### WHAT NEEDS TO BE DONE
Go through the material and pull out every line with the string "solid" in it.

─── INFORMATION SUPPLIED ───

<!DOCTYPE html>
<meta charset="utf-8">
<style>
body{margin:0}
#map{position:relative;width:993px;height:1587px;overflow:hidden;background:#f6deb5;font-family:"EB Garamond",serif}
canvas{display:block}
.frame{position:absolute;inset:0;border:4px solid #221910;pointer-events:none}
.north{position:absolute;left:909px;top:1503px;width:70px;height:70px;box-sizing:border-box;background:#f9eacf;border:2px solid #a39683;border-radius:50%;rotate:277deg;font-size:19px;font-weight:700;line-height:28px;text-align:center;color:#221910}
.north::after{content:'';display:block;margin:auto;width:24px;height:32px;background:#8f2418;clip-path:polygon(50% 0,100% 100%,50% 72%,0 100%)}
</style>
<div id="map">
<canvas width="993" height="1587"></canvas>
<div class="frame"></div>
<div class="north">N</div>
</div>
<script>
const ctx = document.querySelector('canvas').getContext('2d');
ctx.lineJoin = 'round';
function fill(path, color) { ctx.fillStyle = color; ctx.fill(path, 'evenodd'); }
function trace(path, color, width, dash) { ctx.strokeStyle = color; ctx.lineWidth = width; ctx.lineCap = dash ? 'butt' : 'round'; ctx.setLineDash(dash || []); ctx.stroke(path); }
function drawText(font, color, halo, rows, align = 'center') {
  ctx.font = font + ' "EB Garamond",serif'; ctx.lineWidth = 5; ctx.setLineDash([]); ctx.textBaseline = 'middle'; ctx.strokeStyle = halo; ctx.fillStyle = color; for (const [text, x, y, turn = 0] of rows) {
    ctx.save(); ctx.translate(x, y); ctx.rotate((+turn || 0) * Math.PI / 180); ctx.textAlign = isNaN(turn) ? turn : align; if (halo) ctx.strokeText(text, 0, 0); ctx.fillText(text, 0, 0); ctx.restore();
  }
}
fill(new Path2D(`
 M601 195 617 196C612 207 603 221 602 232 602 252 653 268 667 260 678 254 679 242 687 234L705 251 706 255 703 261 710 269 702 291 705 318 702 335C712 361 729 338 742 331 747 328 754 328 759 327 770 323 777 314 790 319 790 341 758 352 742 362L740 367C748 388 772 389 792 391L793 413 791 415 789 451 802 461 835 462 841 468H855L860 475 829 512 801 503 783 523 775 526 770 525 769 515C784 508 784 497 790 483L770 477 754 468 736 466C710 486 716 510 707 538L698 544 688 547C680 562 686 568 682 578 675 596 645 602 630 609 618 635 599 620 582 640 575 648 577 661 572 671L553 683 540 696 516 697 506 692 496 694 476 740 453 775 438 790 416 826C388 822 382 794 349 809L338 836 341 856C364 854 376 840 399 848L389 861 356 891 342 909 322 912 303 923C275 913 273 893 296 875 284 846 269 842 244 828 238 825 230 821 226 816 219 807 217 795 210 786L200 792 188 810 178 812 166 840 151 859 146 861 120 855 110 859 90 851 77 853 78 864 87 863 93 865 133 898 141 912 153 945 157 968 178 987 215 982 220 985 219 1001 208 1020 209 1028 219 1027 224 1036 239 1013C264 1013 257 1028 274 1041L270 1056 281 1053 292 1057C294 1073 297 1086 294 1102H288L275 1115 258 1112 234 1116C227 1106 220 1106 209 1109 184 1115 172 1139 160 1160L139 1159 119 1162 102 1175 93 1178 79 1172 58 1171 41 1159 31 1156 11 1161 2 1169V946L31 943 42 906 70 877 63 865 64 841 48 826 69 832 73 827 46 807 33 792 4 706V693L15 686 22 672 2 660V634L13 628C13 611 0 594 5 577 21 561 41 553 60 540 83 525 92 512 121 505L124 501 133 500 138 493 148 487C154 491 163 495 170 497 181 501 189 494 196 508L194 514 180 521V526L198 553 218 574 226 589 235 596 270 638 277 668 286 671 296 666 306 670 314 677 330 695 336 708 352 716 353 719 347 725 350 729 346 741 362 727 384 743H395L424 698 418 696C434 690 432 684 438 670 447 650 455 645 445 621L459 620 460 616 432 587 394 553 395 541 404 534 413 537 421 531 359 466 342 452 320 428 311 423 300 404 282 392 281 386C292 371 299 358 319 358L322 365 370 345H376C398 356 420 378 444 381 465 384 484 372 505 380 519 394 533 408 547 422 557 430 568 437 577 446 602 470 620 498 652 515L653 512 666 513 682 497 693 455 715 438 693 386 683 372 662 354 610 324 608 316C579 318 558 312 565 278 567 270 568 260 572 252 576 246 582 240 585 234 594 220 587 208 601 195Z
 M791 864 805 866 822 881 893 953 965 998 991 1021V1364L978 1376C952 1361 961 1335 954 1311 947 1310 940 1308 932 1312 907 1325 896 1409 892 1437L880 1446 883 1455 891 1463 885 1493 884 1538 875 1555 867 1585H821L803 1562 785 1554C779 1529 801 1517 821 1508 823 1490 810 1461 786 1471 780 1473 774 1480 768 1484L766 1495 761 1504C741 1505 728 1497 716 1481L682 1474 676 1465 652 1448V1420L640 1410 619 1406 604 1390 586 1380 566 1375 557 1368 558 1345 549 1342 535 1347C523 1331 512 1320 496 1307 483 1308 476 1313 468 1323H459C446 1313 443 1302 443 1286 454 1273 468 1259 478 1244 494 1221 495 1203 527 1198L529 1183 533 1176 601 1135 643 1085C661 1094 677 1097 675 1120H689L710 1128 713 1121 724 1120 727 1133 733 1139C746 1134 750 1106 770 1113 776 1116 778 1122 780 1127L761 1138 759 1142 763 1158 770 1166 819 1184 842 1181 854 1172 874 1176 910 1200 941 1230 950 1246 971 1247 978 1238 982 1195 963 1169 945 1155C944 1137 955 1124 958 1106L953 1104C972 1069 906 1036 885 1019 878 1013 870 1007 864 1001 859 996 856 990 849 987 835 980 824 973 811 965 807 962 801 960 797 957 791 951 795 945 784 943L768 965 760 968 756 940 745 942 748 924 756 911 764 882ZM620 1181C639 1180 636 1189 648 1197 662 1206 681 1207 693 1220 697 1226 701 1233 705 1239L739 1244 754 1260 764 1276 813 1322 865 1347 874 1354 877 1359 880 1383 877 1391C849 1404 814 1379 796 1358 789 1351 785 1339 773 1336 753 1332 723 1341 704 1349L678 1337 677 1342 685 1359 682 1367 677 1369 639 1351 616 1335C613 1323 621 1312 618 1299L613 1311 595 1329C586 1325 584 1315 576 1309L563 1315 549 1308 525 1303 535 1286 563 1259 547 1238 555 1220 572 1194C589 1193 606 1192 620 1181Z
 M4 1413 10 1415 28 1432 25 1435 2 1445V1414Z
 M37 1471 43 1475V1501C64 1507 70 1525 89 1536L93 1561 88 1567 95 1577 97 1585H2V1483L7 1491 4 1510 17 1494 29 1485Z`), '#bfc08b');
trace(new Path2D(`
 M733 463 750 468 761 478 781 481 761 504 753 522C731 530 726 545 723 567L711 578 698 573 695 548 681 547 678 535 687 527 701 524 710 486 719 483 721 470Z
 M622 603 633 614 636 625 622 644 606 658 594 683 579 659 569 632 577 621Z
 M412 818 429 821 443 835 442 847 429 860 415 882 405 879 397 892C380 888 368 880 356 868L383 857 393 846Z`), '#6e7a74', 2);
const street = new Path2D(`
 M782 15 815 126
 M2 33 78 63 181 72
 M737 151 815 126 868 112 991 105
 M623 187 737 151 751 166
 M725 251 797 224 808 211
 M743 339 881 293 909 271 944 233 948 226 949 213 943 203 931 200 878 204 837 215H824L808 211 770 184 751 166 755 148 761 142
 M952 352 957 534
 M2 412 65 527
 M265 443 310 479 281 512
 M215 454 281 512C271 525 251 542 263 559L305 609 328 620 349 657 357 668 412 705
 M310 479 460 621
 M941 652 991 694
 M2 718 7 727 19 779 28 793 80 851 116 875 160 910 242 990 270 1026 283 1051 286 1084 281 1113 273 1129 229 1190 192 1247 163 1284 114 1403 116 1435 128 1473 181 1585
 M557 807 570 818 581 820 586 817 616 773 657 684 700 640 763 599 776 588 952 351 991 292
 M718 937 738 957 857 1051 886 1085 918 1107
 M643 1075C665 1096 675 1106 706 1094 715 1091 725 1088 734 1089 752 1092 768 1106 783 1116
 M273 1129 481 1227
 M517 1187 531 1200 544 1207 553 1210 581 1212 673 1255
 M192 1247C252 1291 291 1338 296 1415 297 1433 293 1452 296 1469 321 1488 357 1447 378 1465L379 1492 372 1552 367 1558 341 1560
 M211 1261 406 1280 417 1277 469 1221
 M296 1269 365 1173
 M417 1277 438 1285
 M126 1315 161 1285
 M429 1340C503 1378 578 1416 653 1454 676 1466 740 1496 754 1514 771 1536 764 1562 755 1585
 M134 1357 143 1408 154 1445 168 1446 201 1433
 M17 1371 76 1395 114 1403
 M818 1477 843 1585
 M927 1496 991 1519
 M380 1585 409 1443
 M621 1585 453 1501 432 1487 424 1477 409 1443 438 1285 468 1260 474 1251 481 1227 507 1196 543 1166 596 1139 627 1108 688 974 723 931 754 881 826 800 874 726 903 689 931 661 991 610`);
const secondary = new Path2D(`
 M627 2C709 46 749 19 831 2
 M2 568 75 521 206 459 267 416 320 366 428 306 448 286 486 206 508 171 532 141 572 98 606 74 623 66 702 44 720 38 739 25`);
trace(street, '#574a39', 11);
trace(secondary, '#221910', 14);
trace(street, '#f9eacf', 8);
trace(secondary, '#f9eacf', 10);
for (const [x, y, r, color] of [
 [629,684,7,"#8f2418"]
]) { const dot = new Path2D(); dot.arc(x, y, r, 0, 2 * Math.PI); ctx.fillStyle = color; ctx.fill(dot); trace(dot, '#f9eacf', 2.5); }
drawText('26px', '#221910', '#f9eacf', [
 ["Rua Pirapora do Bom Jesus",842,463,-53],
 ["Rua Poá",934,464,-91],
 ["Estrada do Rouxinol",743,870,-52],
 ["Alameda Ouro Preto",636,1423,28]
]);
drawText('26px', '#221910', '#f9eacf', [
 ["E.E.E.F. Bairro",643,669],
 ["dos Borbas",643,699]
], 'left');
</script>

───

### ANSWER BOX
.frame{position:absolute;inset:0;border:4px solid #221910;pointer-events:none}
.north{position:absolute;left:909px;top:1503px;width:70px;height:70px;box-sizing:border-box;background:#f9eacf;border:2px solid #a39683;border-radius:50%;rotate:277deg;font-size:19px;font-weight:700;line-height:28px;text-align:center;color:#221910}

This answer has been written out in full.